These conditions are opposite. When the input signal is high, only the N transistor is on. The P transistor is off, so the current passing through the N transistor is coming from the load. A low input is the opposite: P transitor on, N transistor off. This is why CMOS is low-power: it does not waste power by having both transistors on at the same time. There are some edge cases with leakage (transistors in the off state for low-voltage designs are still carrying about 1/100,000th of the full current) and for the brief moment when an input is changing and both transistors are slightly on (less than 1/100th of full current). These matter for some designs, but not for the BlockChain miner chip, as will be explained in a later post.

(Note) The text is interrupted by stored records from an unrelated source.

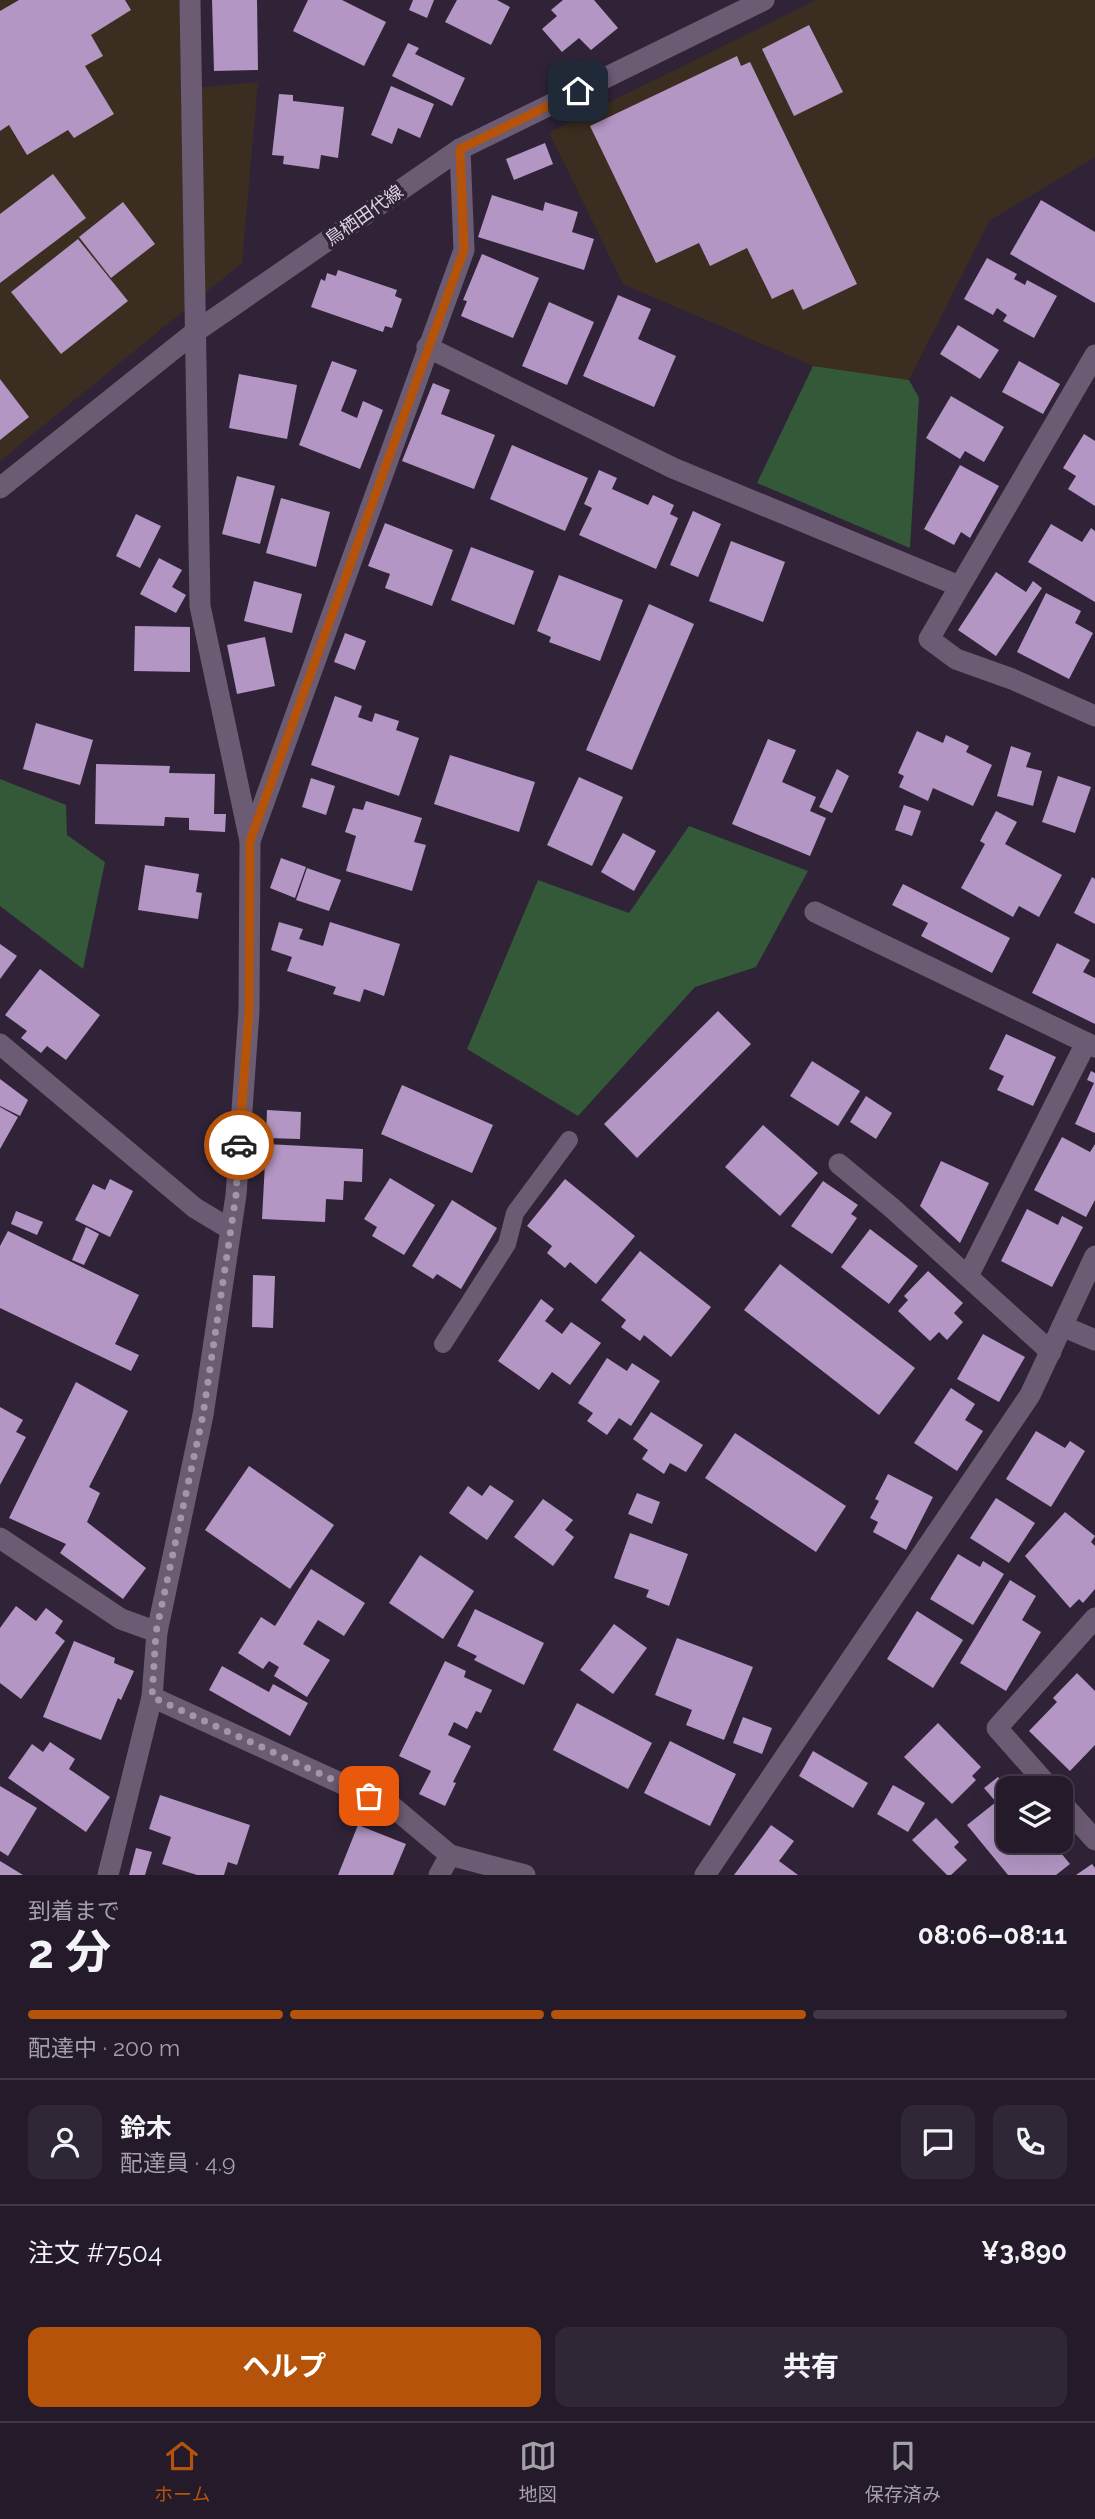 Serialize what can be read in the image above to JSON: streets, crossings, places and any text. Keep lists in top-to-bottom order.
{
  "streets": {
    "street": ["鳥栖田代線"]
  },
  "page": {
    "heading": ["2 分", "到着まで", "08:06–08:11"],
    "panel": [
      "鈴木",
      "配達員 · 4.9",
      "注文 #7504",
      "¥3,890"
    ],
    "bar": "配達中 · 200 m",
    "buttons": ["ヘルプ", "共有"],
    "tabs": ["ホーム", "地図", "保存済み"]
  }
} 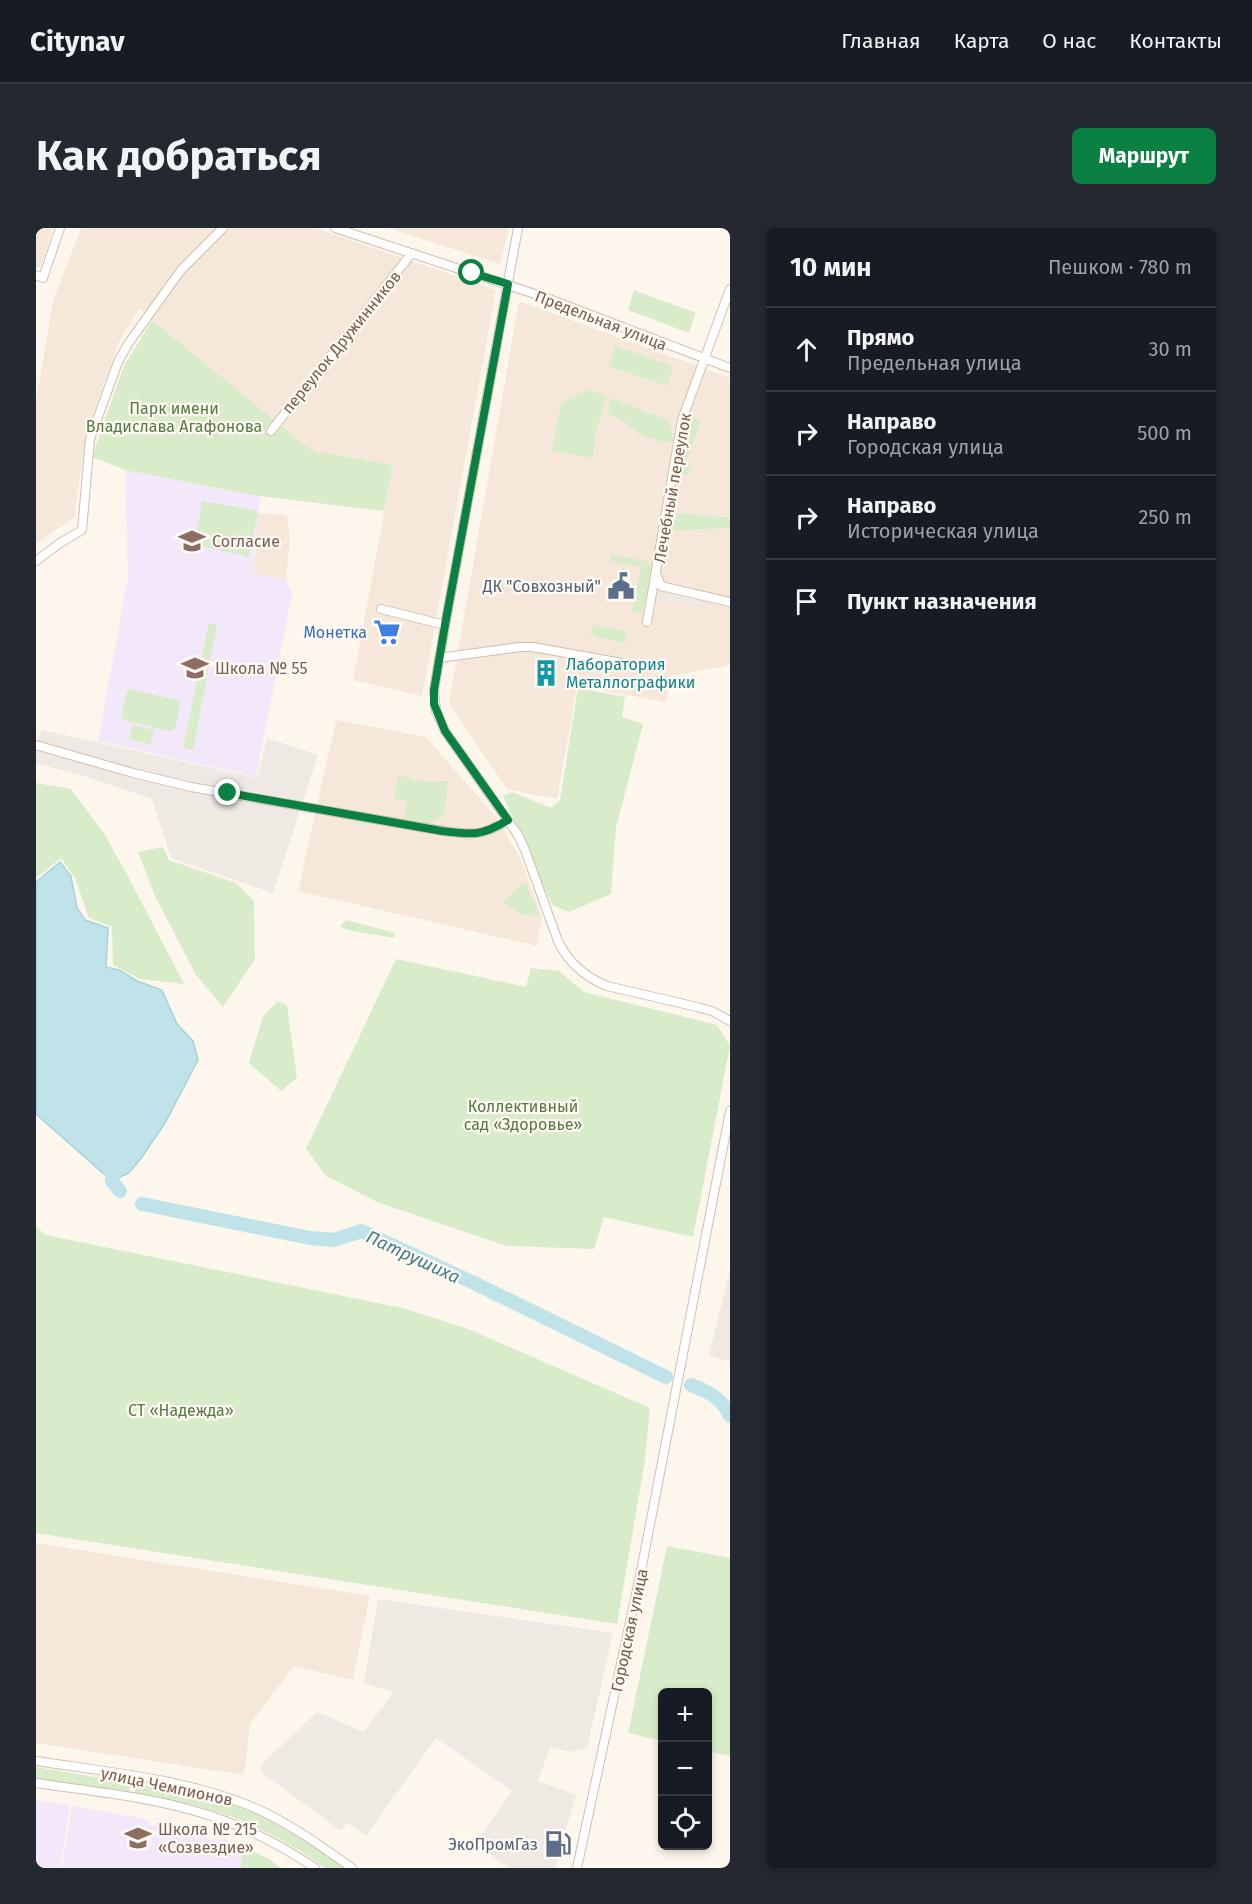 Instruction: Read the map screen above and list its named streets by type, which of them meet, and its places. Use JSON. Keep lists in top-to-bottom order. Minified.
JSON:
{"streets":{"street":["Предельная улица","переулок Дружинников","Лечебный переулок","Городская улица","улица Чемпионов"]},"crossings":[["Предельная улица","переулок Дружинников"],["Предельная улица","Лечебный переулок"]],"water":["Патрушиха"],"parks":["Парк имени Владислава Агафонова","Коллективный сад «Здоровье»","СТ «Надежда»"],"places":{"school or university":["Согласие","Школа № 55","Школа № 215 «Созвездие»"],"public building":["ДК \"Совхозный\""],"supermarket":["Монетка"],"building":["Лаборатория Металлографики"],"fuel station":["ЭкоПромГаз"]},"page":{"header":"Citynav","nav":["Главная","Карта","О нас","Контакты"],"buttons":"Маршрут","title":"Как добраться","heading":["10 мин","Пешком · 780 m"],"list":[["Прямо","Предельная улица","30 m"],["Направо","Городская улица","500 m"],["Направо","Историческая улица","250 m"],"Пункт назначения"],"map_buttons":["+","−"]}} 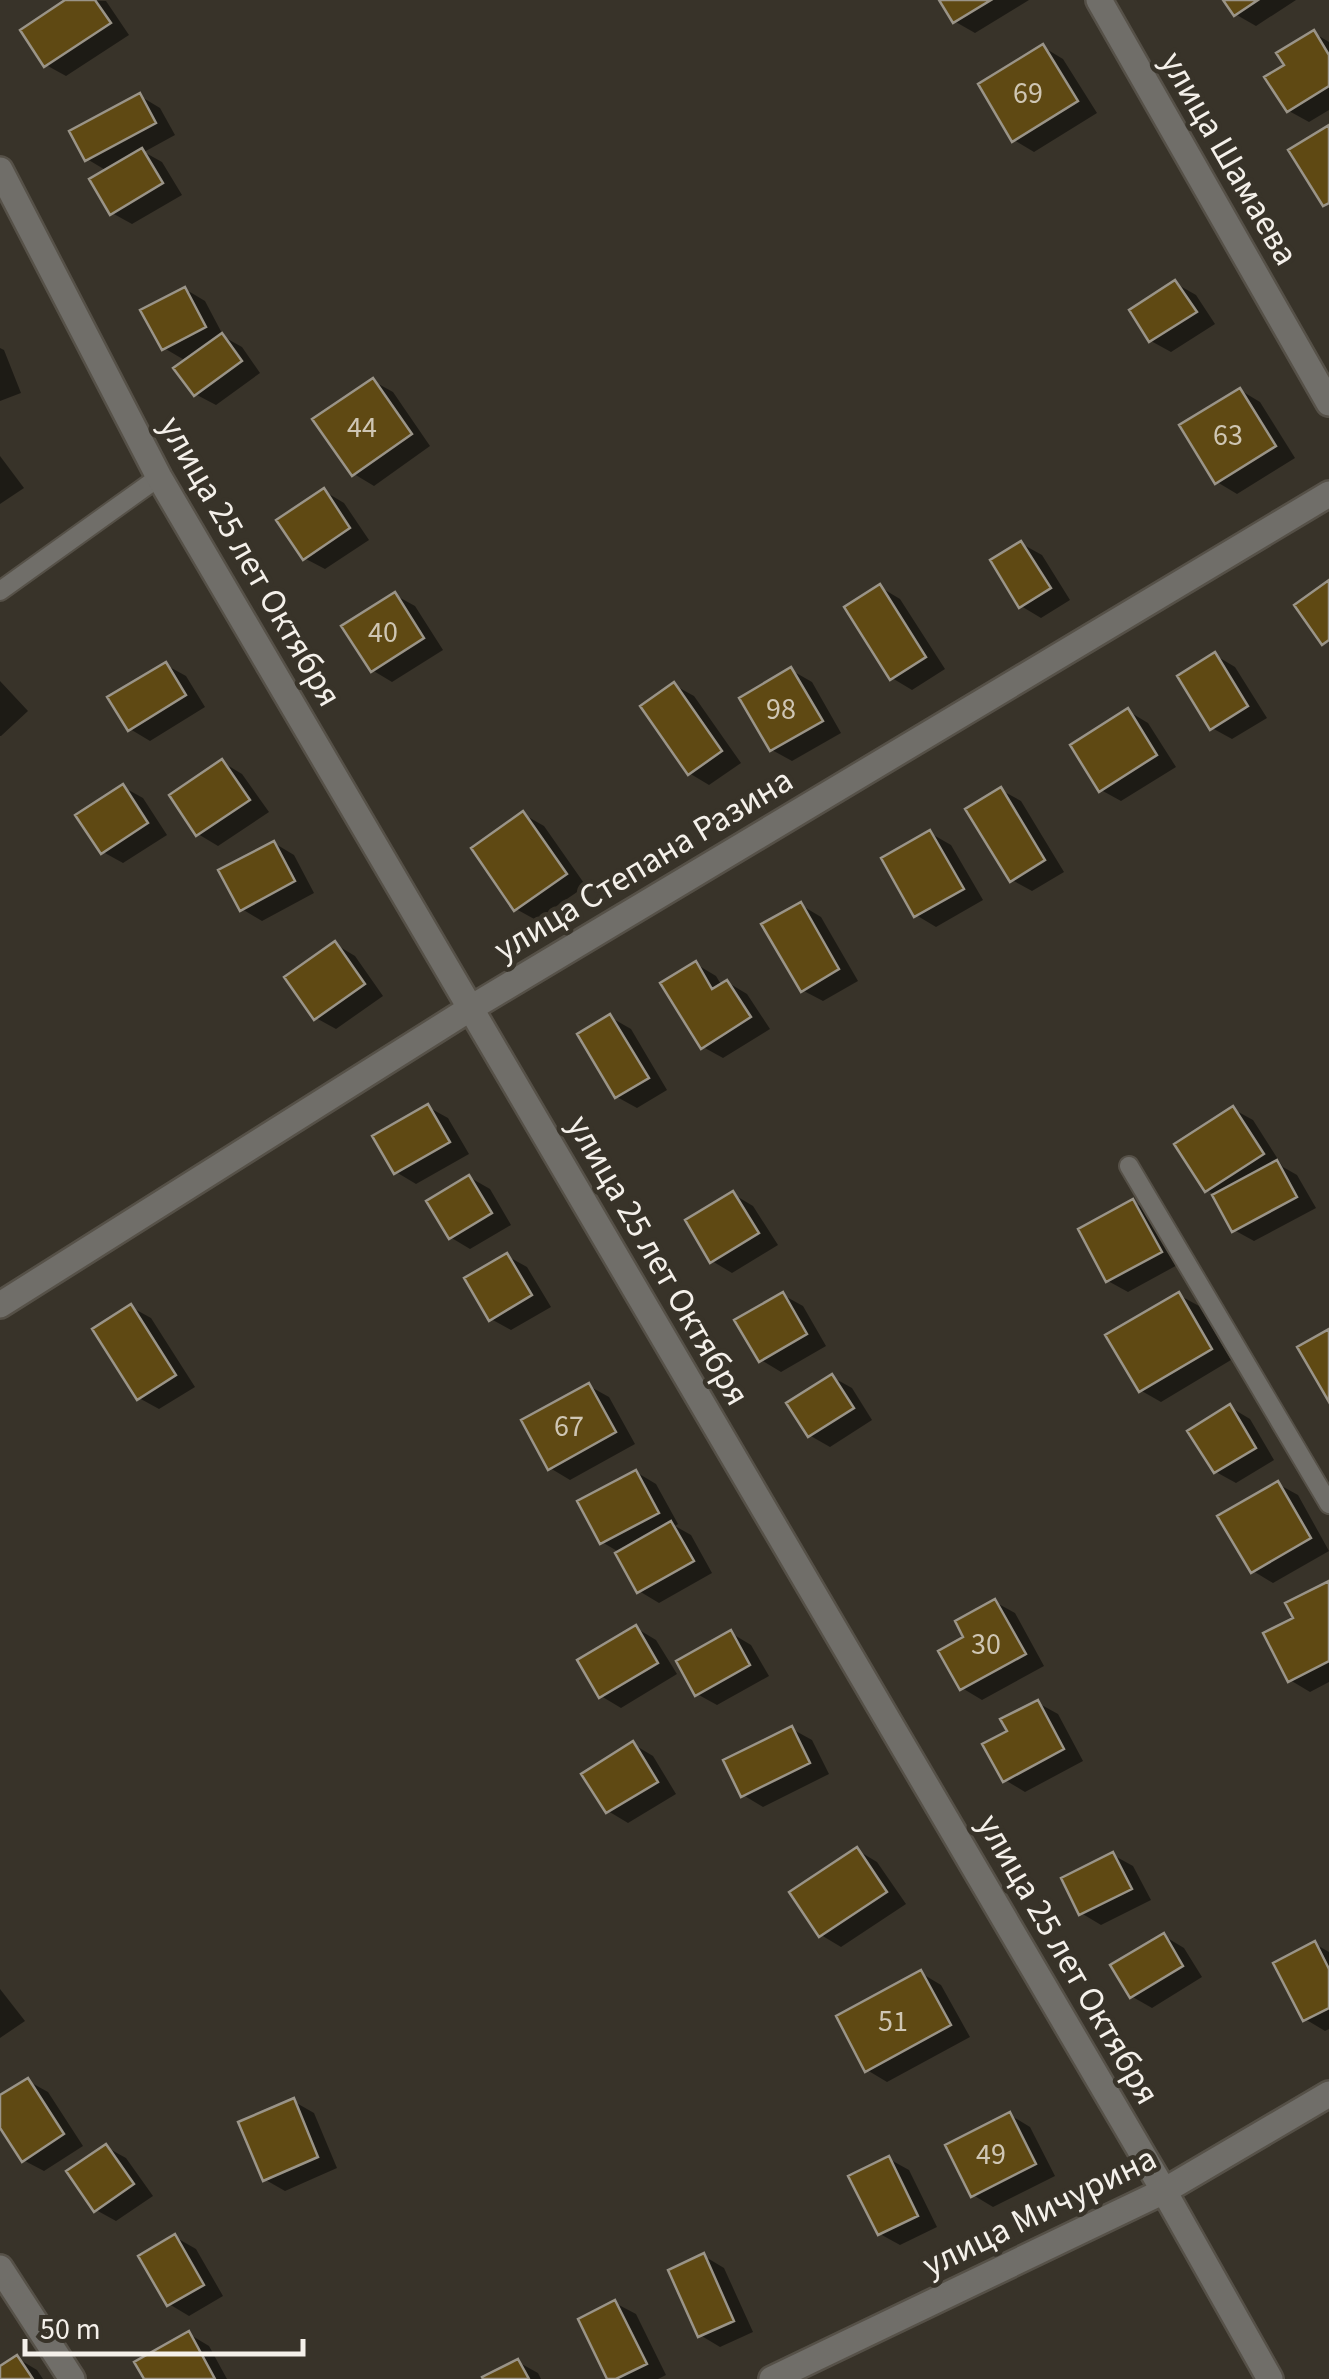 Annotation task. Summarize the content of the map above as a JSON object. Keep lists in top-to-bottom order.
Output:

Thus, the simplest circuit to build is an inverter, logically a NOT. Sometimes they are used for the not logic, but they are also useful as amplifiers where the output may be more powerful than the input. In figure 10 circuit (a) is shown with conventional symbol arrangement, while circuit (b) is exactly the same but the transistors have been rotated so the channel runs in the same direction as a real fin, to give a better idea of how the circuit is mapped to a cell. In circuit (c) this physical orientation is used to show how an inverter can be built both to left and right of a shared power source to give a compact double-strength output, and shared power like this is quite common. It can also be shared by unrelated functions as in (d) where left and right are both inverters but they invert different signals.
In the example in the video the input A is applied to gates on both sides of the power, and the output ~A ties together both sides to get a stronger drive. If less amplification is needed just one side could be used. So you might have left for A => ~A, while on the right there is B => ~B, or even some completely separate set of logic that uses the power.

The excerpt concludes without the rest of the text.